第1章 美少女と野獣
瞬間、場は静寂に支配された。
本来ならば刹那たりとも喧騒が絶えぬはずの宵の酒場に落とされた空白は、一瞬に過ぎないながらも――いや、一瞬に過ぎないからこそ、かもしれない――その場にいた従業員、客を問わない全ての人間の意識の中に鮮烈なまでに刻み込まれた。
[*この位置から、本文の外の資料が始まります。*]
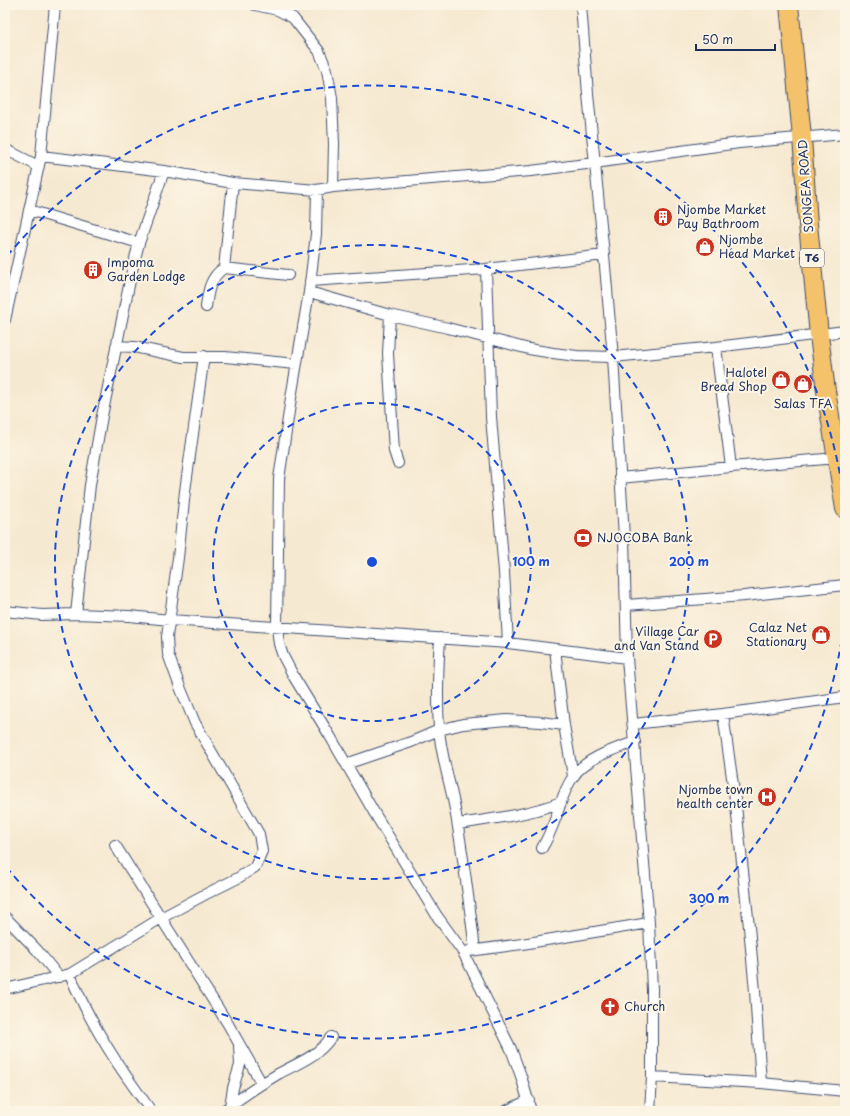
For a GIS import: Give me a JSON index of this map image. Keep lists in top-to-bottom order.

それは、人込みの中を放たれた矢が誰にも傷つけることなく通過するような、神懸り的な偶然が生み出した一瞬の空隙に似ていたが、それが決して単なる偶然の産物ではないことは、店内にいる全ての人間の気付くところであった。
奇跡を成したのは、一人の少女の登場だった。
スポットライトを浴びるでもなく、華美な舞台衣装を纏うでもなく、この店に訪れる殆どの者がそうするように入り口の扉を軽く押して、店内を照らすオイルランプの灯の下に入ってくる。そしてその様子を、やはり多くの者がするように、店内の客は何とはなしに振り返って見たのだった。ここのような郊外の、長期旅行者相手の宿兼酒場には、得体の知れない者が訪れることがままある。妙なトラブルに巻き込まれるよりも先に軽い自衛を講じるのは、こういった場所の常連であれば意識するまでもなく身についていることであった。
自衛、という件についてなら、その少女は何の問題もなく客たちの条件をクリアしていた。この時、入り口をくぐってきた彼女を見て、これを危険と感じた者は皆無であったはずである。
年の頃は十代後半と言った所だろうか。十分に成人と認知される年齢だったが、どこか幼さを感じさせる雰囲気は見る者にあどけない少女という印象を植え付けた。
背丈は女性としては決して低い方ではないのだが、触れただけで折れてしまいそうな華奢な身体は見る者の庇護欲をそそる風情である。また、赤いランプの光の下でも潔癖なまでに白さを主張する肌と、丁寧にくしけずられた腰までもある亜麻色の髪は、まさに深窓の令嬢にのみ許されるものであるように見えた。けれども、彼女が纏っていたのは華麗な夜会服などではなく、一般の旅行者が身につける実用一辺倒の衣服で、その取り合わせはこの猥雑な酒場の中においてさえ、アンバランスと感じさせる程だった。
だが、客たちを絶句させた主原因は、そういった意外性が全てではなかった。その原因とは、先の理由に付け加えてその少女が、絶世の、という冠詞を付加しても全く差し支えない程の美少女であった事に他ならなかった。
髪や肌、瞳、唇。彼女を構成する各部位はそのまま個別に取り上げても、吟遊詩人が歌にして称えんばかりの見事さであったのだが、一旦彼女の全身像を目に収めては、それらなど彼女の魅力のほんのひとかけらに過ぎなかったのだと実感せざるをえなかった。計算し尽くされ、意匠を凝らされて作り上げられた細工が、ひとつひとつ、寸分の狂いもなく配置されている。幼さを思わせながら、完成された、神々しいまでに整然とした美しさを有する少女に、誰もが声を失わずにはいられなかったのだ。
空間から消え去ったざわめきを取り戻す為の第一声が、誰がついたものであったのか、ほう、という心からの溜め息の音だったというのも、いかにももっともであったことだろう。
――実際の所、前述した通り、その静寂は時間にしてはほんの一瞬のことであった。少女が押し開けたドアがからんからんとベルを鳴らして完全に閉まりきる頃には、完全にとは行かないにしろ、その酒場には人の声が戻ってきていた。ただ、その誰もが明らかに、或いは盗み見るようにして、彼女の姿を目で追い続けていた。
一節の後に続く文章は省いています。